How golfer Cathy Sherk went from caddy to champion

Golfer Cathy Sherk won a number of high-profile amateur tournaments in 1978, but somehow the Front Page Challenge panel couldn't guess her identity.

Hanging out with her brother on the green put Sherk on the path to being a golf great

The Front Page Challenge panel failed to identify mystery guest Cathy Sherk. 1:17
Forty years ago, Canadian golfer Cathy Sherk was in the midst of turning pro after a year in which she'd been on fire on the golf course, no matter where she was competing in the world.

In 1978, she won the individual title at the world amateur championship in Fiji, as well as national amateur championships in Canada and the United States.

And despite these substantial achievements, the Front Page Challenge panellists somehow failed to guess her identity when she appeared on the program at the end of December in 1978.

'A girl from Quebec?' No.

Front Page Challenge host Fred Davis let the panel know they had not been able to guess the correct identity of Cathy Sherk. (Front Page Challenge/CBC Archives)

First the panel members thought Sherk was an actor before they sorted out the fact that she was a sports figure.

"A Canadian woman won a golf tournament here last fall or late summer, but I can't remember her name," said panellist Pierre Berton.

He and the other panellists guessed Sandra Post and then they thought she was "a girl from Quebec," in an apparent reference to Jocelyne Bourassa.

No and no, as it turned out.

"In spite of the confusion of the panel, we're delighted to have you here," the show's host Fred Davis said, after revealing that was Sherk was the mystery guest.

And though it was unstated to the panel, Sherk was from Ontario — not Quebec.

'I got tired of caddying'

On Front Page Challenge, Cathy Sherk explains how she got into the game of golf. 0:52

Gary Lautens, a newspaper columnist who was a guest panellist on the show, wanted to know how Sherk got her start as a golfer.

"Did your dad take you out on the course?" Lautens asked her.

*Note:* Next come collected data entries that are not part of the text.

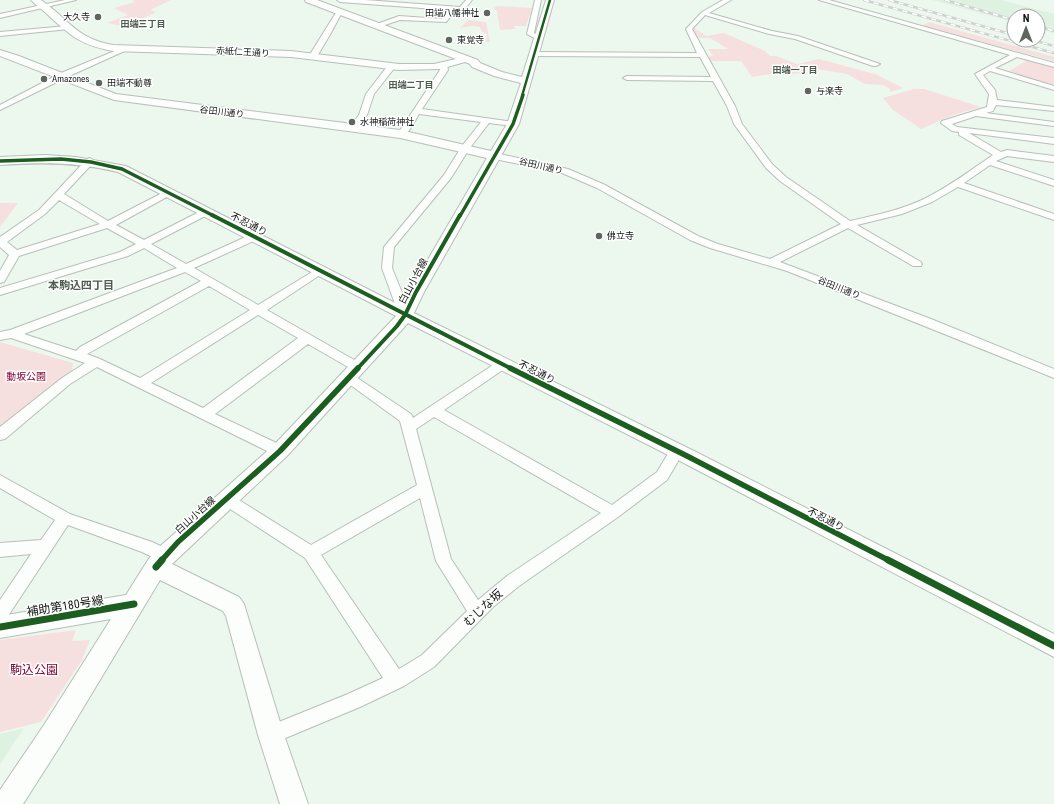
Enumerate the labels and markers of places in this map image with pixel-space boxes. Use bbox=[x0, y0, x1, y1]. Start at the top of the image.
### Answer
place label: 田端八幡神社 bbox=[425, 8, 479, 18]
marker: 田端八幡神社 bbox=[482, 8, 492, 18]
place label: 大久寺 bbox=[63, 12, 90, 22]
marker: 大久寺 bbox=[93, 12, 103, 22]
marker: 東覚寺 bbox=[444, 35, 454, 45]
place label: 東覚寺 bbox=[457, 35, 484, 45]
marker: Amazones bbox=[39, 74, 49, 84]
place label: Amazones bbox=[52, 74, 89, 84]
marker: 田端不動尊 bbox=[94, 78, 104, 88]
place label: 田端不動尊 bbox=[107, 78, 152, 88]
marker: 与楽寺 bbox=[803, 86, 813, 96]
place label: 与楽寺 bbox=[816, 86, 843, 96]
marker: 水神稲荷神社 bbox=[347, 117, 357, 127]
place label: 水神稲荷神社 bbox=[360, 117, 414, 127]
marker: 佛立寺 bbox=[594, 231, 604, 241]
place label: 佛立寺 bbox=[607, 231, 634, 241]

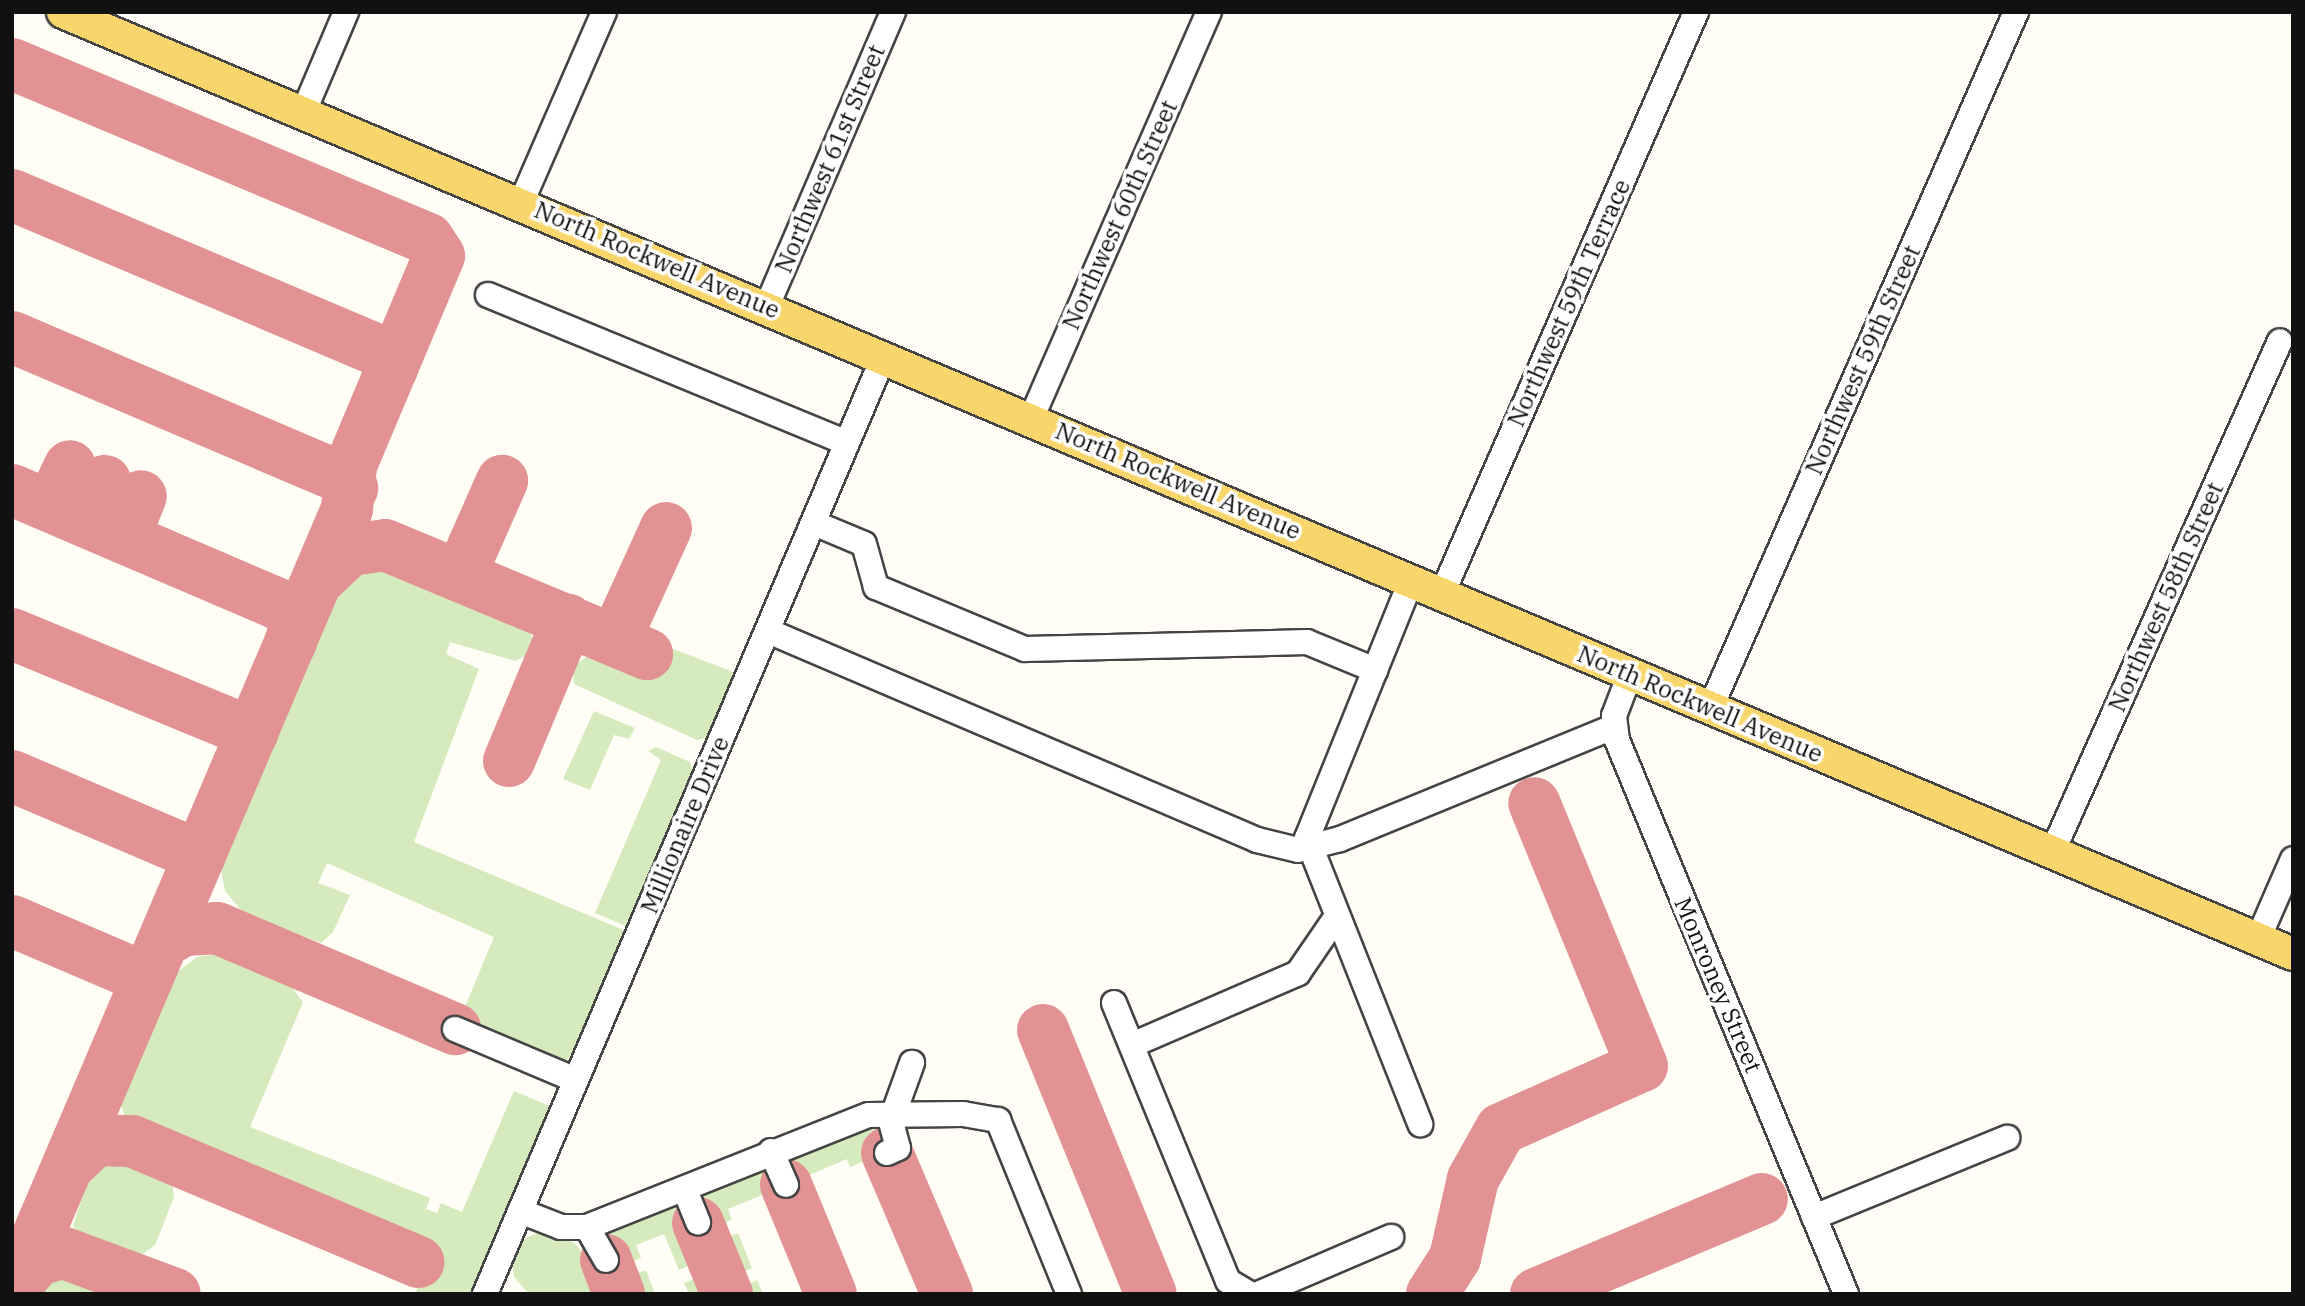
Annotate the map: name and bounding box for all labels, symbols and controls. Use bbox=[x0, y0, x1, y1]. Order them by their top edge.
street label: Northwest 61st Street bbox=[769, 41, 891, 277]
street label: Northwest 60th Street bbox=[1056, 96, 1184, 334]
street label: Northwest 59th Terrace bbox=[1501, 175, 1637, 431]
street label: North Rockwell Avenue bbox=[530, 195, 784, 325]
street label: Northwest 59th Street bbox=[1799, 241, 1927, 479]
street label: North Rockwell Avenue bbox=[1051, 416, 1305, 546]
street label: Northwest 58th Street bbox=[2102, 478, 2230, 716]
street label: North Rockwell Avenue bbox=[1573, 639, 1827, 769]
street label: Millionaire Drive bbox=[635, 732, 735, 918]
street label: Monroney Street bbox=[1668, 893, 1768, 1077]

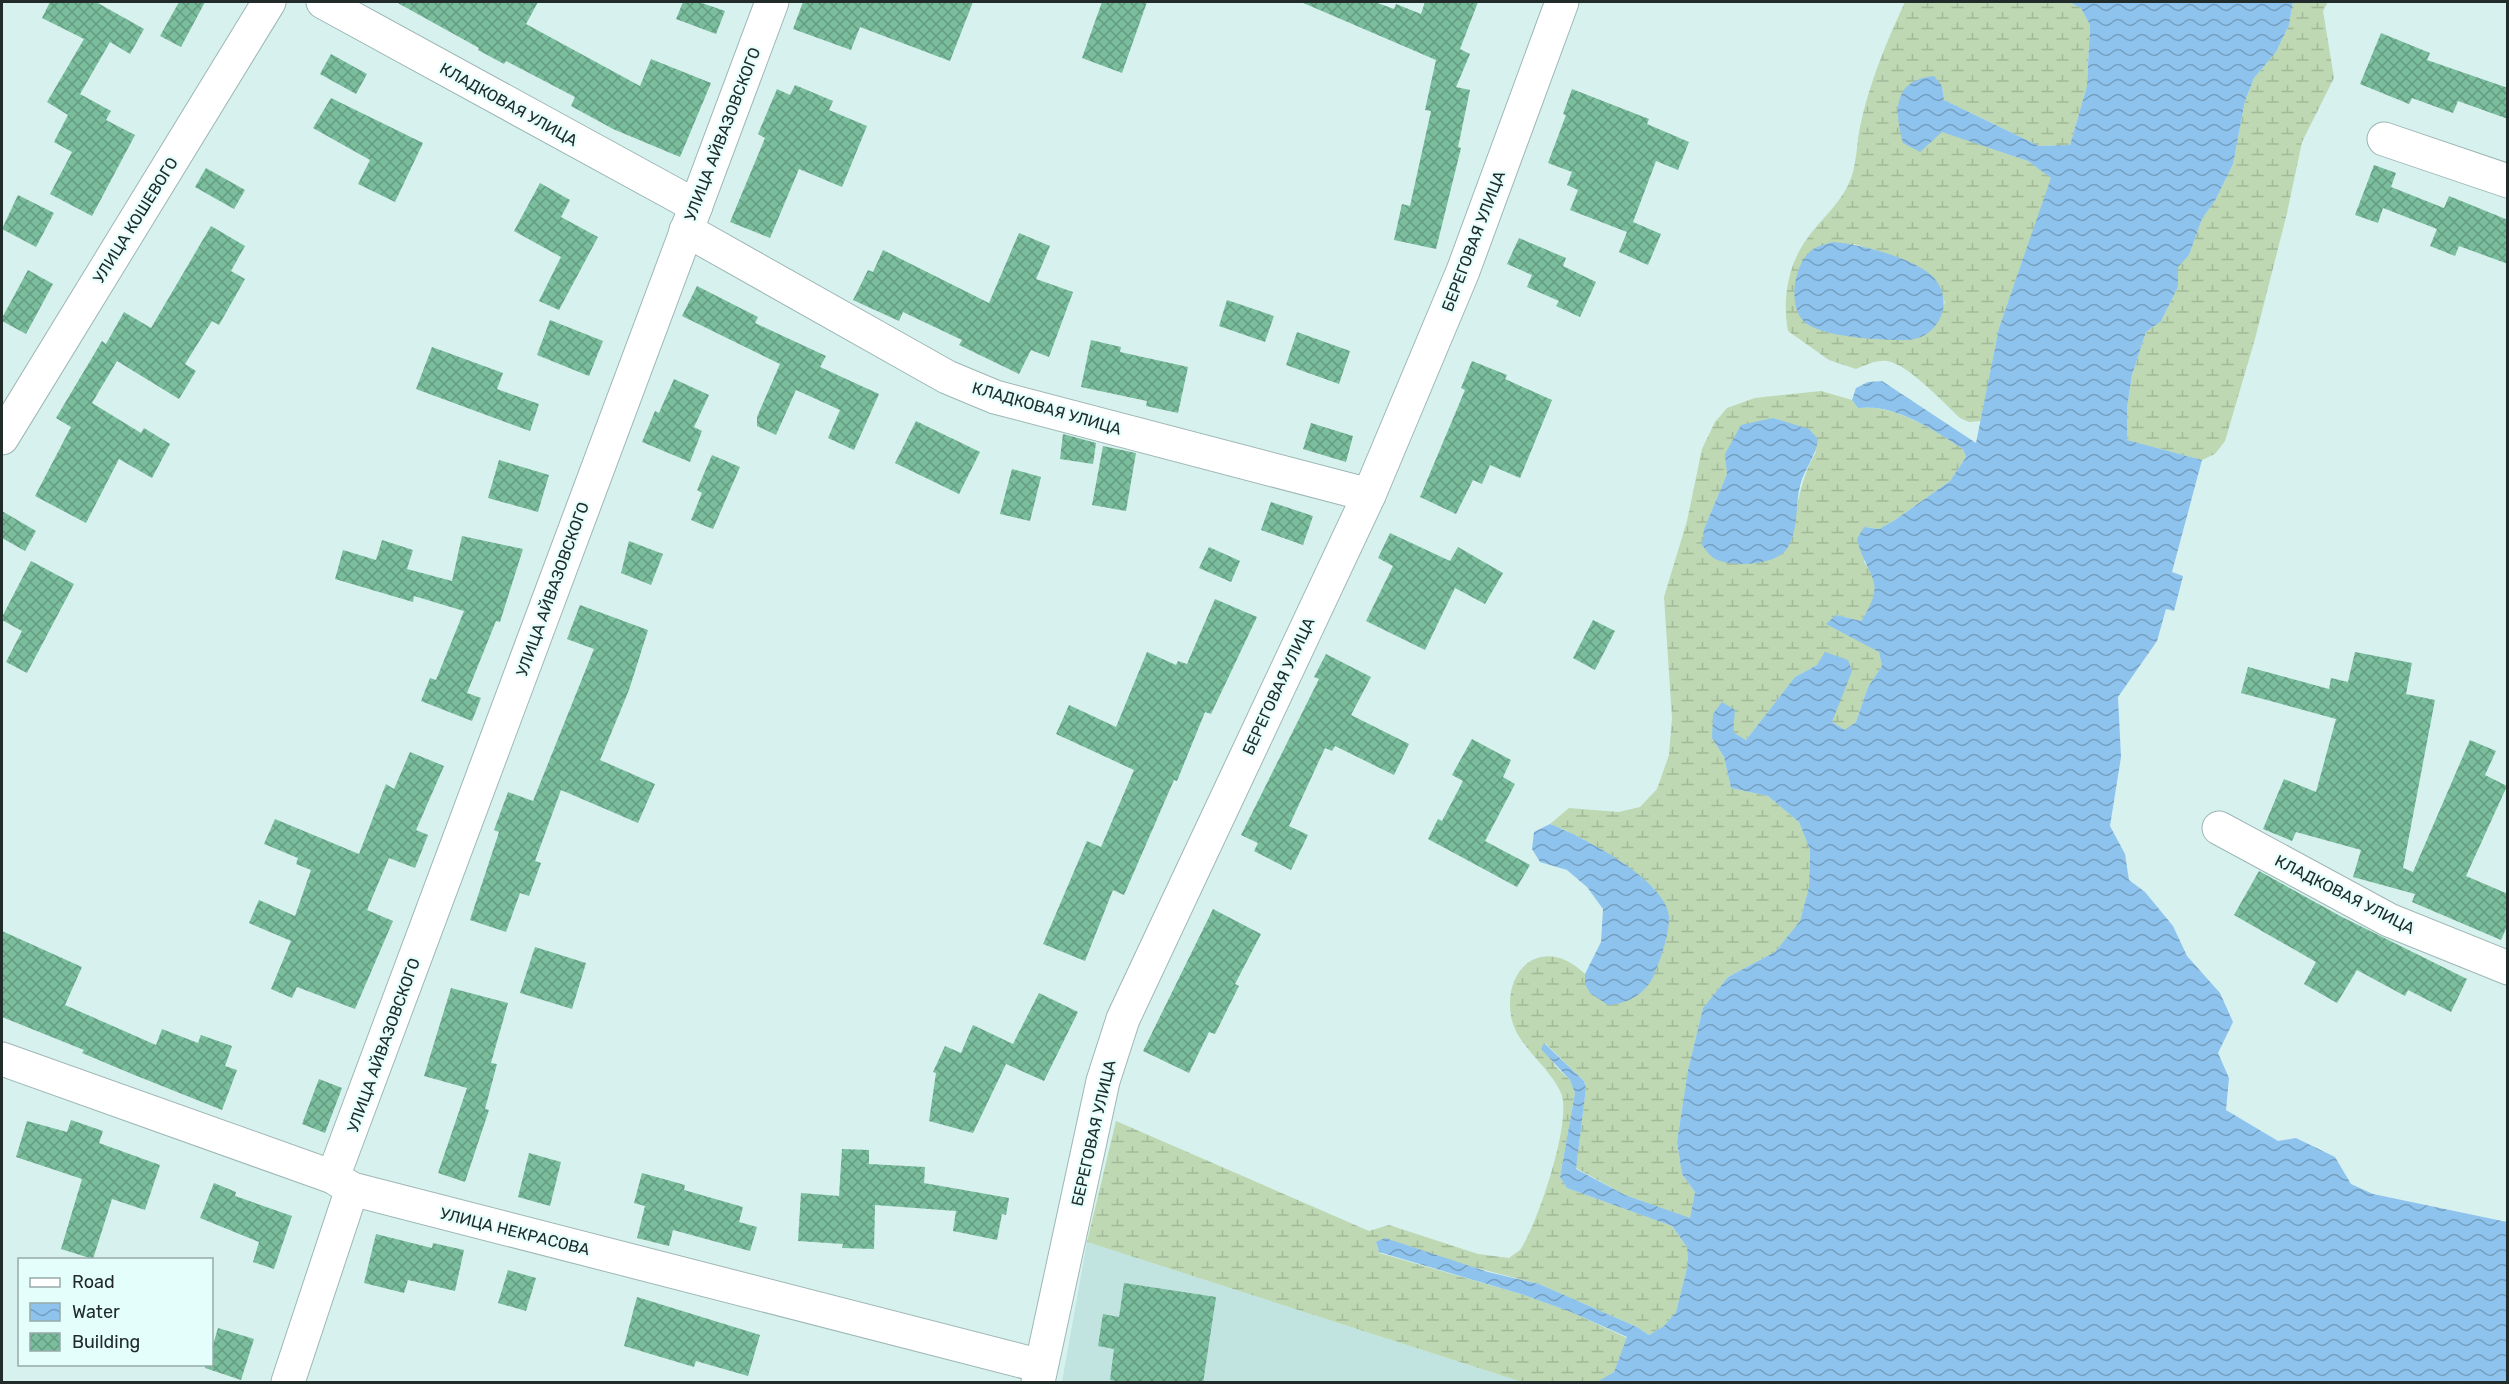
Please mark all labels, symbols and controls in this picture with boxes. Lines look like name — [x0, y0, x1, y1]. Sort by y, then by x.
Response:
street label: УЛИЦА АЙВАЗОВСКОГО — [681, 45, 764, 224]
street label: КЛАДКОВАЯ УЛИЦА — [437, 59, 581, 150]
street label: УЛИЦА КОШЕВОГО — [89, 154, 182, 287]
street label: БЕРЕГОВАЯ УЛИЦА — [1438, 168, 1509, 314]
street label: КЛАДКОВАЯ УЛИЦА — [970, 378, 1124, 439]
street label: УЛИЦА АЙВАЗОВСКОГО — [512, 499, 593, 679]
street label: БЕРЕГОВАЯ УЛИЦА — [1238, 614, 1319, 758]
street label: КЛАДКОВАЯ УЛИЦА — [2272, 851, 2418, 938]
street label: УЛИЦА АЙВАЗОВСКОГО — [343, 955, 424, 1135]
street label: БЕРЕГОВАЯ УЛИЦА — [1067, 1058, 1120, 1208]
street label: УЛИЦА НЕКРАСОВА — [438, 1204, 592, 1259]
legend — [18, 1258, 213, 1366]
text: Road — [72, 1271, 115, 1293]
text: Water — [72, 1301, 120, 1323]
text: Building — [72, 1331, 140, 1353]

"No, it was my older brother," said Sherk, 28, who had only started golfing as a teenager. "I used to caddy for him and I got tired of caddying for him and I asked him if I could play and I got started that way."

'You get into your own game'

And despite her ongoing success in competitive tournaments, Sherk admitted that parts of the game were tough for her.

In 1978, Cathy Sherk explains what she finds tough about playing golf. 0:21

Surprisingly, they were many of the same things that other golfers have to deal with.

"I think just trying to cope with the pressure and getting off the first tee," said Sherk, when asked what aspects of the game gave her trouble.

"Once you get off the first tee, you get into your own game and you don't worry about anything else."

Sherk was inducted into the Canadian Golf Hall of Fame in 1995, where her fellow golf greats Post and Bourassa have also been inducted.